St. Paul and The Broken Bones are a live band. That can't be argued with. I've seen them twice already. The first time, I drove 4 hours to see them -my first time alone at a concert - in Orlando and was completely blown away. I already have tickets to make that exact 4 hour drive to see them again in March and this time, I'm probably even more excited, because now I know what I'm going to experience. And maybe this is why I would place their albums so high on any list. Maybe, every time I hear their music, I'm transported to that religious experience. I know that's at least part of it. But also, Sea of Noise is a demonstration that they are growing. They are reaching beyond any idea of them being just a soul revival, a fucking amazing one, and trying to not only expand their sound, but their content. Their concept. Their point of view. Their new album brings a new sense of timeliness, funk, exploration and confidence that only gets better with more listens.

Anchored by 3 short interludes called "Crumbling Light Posts" the album brings to mind the 70s more than the previous effort, which was much more anchored in 60s southern soul. This is more high concept, exploratory and socially conscious. It's a bit of soul searching, basically. But it never gets heavy handed because first and foremost is the soul. After that short intro, we get right to it with the funky "Flow With It (You Got Me Feelin Like)." Right off, what I noticed here was Paul's more restrained performance. The bombast is there, and you can feel it about to burst (and it does), but he's adding texture and expanding his range. That range continues to expand in the deep disco of "Midnight on Earth," with a chorus that is somehow equal parts Bee Gees and Al Green. And right along with Paul's expanding range, the band is exploring different corners of the funk.

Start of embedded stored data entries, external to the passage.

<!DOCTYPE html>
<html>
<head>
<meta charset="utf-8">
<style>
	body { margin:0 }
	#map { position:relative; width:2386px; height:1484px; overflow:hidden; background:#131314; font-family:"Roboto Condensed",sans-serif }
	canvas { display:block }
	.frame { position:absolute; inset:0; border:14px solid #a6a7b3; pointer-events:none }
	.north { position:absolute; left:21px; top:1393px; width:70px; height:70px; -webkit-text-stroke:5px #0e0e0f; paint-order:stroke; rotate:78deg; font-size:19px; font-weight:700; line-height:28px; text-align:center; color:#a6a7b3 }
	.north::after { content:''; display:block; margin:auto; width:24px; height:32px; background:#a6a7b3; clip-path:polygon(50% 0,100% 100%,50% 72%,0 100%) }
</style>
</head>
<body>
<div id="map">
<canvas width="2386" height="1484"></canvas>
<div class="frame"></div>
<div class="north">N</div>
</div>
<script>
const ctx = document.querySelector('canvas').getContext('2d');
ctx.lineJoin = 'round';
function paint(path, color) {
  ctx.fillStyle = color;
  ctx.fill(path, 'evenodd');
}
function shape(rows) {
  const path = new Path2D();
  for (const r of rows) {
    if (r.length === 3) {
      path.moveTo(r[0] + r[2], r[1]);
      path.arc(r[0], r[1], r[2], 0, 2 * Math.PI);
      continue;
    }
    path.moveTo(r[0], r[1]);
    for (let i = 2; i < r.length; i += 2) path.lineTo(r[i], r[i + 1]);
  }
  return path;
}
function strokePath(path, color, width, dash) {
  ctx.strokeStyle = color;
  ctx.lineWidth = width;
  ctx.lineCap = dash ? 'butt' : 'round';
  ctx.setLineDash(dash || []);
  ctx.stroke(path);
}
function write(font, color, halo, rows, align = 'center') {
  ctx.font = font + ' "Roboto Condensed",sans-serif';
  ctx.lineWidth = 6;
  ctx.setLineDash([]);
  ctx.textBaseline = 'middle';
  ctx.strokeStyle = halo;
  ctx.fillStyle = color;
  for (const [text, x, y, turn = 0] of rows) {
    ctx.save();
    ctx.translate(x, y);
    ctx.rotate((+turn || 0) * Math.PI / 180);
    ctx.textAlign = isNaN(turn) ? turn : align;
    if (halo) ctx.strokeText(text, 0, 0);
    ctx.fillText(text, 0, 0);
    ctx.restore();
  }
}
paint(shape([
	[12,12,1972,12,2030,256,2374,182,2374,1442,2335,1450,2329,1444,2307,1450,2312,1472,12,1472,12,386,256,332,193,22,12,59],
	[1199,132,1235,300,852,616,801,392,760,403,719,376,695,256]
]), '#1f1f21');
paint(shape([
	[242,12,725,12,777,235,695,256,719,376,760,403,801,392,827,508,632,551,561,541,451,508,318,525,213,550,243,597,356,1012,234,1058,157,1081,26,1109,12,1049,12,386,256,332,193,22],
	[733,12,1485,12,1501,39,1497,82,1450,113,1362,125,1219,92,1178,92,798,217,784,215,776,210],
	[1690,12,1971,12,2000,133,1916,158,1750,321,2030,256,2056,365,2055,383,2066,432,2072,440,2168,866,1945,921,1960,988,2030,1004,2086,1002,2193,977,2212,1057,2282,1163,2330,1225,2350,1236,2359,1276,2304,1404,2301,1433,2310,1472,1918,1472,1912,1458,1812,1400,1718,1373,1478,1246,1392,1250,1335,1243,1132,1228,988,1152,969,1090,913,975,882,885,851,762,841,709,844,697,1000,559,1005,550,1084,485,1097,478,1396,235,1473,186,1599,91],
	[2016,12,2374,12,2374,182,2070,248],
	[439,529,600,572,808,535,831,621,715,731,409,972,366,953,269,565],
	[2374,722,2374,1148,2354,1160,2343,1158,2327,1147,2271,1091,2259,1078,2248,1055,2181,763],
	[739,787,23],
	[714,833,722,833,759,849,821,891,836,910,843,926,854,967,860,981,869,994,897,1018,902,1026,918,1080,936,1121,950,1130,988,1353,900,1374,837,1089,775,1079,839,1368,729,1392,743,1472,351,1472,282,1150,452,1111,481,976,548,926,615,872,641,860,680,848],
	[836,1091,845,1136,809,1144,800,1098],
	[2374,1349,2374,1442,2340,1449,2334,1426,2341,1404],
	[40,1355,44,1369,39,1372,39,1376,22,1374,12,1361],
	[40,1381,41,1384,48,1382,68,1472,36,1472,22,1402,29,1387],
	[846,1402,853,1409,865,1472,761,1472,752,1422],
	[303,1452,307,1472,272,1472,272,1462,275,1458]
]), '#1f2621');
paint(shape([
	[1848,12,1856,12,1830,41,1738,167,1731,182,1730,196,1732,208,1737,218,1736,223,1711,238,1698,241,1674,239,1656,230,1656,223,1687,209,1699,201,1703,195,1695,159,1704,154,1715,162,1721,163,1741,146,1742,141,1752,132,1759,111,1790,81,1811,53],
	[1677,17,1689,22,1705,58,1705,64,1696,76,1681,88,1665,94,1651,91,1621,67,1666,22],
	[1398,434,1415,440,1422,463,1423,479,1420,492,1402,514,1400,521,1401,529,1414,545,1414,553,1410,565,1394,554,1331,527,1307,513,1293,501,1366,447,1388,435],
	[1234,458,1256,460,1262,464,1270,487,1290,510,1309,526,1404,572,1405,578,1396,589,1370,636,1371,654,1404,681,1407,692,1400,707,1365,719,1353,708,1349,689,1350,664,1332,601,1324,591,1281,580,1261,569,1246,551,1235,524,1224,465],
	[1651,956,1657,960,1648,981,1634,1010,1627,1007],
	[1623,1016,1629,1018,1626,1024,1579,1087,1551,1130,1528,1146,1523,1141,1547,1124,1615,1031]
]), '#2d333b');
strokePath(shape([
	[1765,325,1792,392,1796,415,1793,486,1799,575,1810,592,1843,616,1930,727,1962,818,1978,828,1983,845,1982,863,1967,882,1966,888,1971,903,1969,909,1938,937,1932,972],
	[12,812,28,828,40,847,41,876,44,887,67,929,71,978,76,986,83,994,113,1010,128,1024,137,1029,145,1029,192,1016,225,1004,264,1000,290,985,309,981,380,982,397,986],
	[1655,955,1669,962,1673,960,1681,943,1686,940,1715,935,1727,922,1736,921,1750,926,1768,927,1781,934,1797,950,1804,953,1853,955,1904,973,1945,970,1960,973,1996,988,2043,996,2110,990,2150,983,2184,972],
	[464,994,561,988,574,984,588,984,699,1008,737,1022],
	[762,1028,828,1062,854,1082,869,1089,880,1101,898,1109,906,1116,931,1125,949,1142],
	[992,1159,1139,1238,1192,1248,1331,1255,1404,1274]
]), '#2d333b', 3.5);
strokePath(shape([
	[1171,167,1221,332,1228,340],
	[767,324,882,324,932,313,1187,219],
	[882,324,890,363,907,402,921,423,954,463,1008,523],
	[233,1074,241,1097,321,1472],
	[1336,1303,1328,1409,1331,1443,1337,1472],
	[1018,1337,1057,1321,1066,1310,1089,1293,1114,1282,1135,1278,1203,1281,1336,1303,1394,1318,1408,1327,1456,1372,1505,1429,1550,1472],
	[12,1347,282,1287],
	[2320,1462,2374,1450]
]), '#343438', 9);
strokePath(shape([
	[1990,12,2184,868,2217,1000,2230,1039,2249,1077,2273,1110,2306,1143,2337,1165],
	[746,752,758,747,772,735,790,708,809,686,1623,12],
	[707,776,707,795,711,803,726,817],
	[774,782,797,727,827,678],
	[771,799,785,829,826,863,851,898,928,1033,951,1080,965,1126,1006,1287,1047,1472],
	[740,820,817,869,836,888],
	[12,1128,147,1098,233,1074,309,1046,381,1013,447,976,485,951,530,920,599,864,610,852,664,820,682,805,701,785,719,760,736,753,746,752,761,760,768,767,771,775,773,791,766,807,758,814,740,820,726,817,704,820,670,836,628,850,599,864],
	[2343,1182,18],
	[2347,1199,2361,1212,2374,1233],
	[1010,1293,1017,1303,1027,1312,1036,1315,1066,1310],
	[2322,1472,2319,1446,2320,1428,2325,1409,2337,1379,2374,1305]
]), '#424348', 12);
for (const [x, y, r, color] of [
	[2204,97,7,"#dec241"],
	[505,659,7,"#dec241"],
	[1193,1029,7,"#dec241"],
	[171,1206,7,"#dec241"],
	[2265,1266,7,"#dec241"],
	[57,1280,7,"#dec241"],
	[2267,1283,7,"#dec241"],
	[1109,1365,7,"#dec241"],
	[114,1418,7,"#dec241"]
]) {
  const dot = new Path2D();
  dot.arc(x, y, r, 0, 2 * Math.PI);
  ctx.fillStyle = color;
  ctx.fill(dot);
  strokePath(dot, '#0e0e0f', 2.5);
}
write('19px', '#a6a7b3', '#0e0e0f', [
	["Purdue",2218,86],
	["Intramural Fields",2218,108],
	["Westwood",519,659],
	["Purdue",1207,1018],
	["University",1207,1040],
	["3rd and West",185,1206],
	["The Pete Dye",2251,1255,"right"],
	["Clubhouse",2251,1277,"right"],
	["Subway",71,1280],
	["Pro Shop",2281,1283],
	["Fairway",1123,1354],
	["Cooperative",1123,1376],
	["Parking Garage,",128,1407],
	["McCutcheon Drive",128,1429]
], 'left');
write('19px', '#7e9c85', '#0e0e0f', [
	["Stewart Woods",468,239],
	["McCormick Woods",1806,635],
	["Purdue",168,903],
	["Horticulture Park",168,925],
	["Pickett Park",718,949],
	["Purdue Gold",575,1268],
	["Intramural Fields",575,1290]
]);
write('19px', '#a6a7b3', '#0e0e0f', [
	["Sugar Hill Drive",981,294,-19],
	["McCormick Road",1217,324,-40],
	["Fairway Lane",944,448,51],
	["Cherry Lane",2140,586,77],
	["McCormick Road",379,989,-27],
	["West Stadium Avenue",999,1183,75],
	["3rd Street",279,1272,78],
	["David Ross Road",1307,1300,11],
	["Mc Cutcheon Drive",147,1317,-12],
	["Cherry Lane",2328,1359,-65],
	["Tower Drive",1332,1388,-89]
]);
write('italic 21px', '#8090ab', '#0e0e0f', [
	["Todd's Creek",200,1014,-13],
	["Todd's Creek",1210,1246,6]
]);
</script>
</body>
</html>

In addition to the funk, there is also a choir and string section on a few songs, as well as more overtly gospel influenced songs that give this an interesting dynamic range. It's all elements that have existed in soul and R&B from the beginning in varied measures, but the way this album flows feels very much alive and of the moment. Maybe it's the context of a song like "I'll Be Your Woman," at a time when gender conceptions are finally being challenged in our culture. It's a soul ballad which lyrically echoes Prince's "If I Was Your Girlfriend" but somehow takes it to another level by completely embracing fluid gender roles with lines about being rescued by his female lover and then flat out saying "let me lie in your strong arms" and "I'll be your woman." And there's "All I Ever Wonder" which is all about questioning the state of the world. It's not so much political as it is just socially aware and heartfelt.

If I had to choose one song to represent the range this album goes through, it would have to be "Sanctify." Some of the funkiest organ I've ever heard somehow leads to the one of the lushest most inspiringly orchestrated crescendos I've heard in a long time. What happens in between is religious, sexual and chill inducing. I am really looking forward to seeing them play this live.

Every time I listen to St. Paul and The Broken Bones, I get a little lost in it. And while this album brings some of the real world into that with lyrics like "That’s my daddy with a gun shooting someone else’s son. Is it over yet? A bullet with intent for the color of his savior and he can’t forget. What do we do when the fight goes out? I just want to know can we find love in a black hole?" from "Brain Matter," it's still comforting to be in a musical space that reassures the way soul always has. They are not retro or a throwback - they are timeless. They put the music first and their knowledge of the history of the form is as evident as their talent. My excitement for this band has not decreased one bit since first listening to them a couple of years ago and I'm looking forward to continue to be excited with every phase of what they do.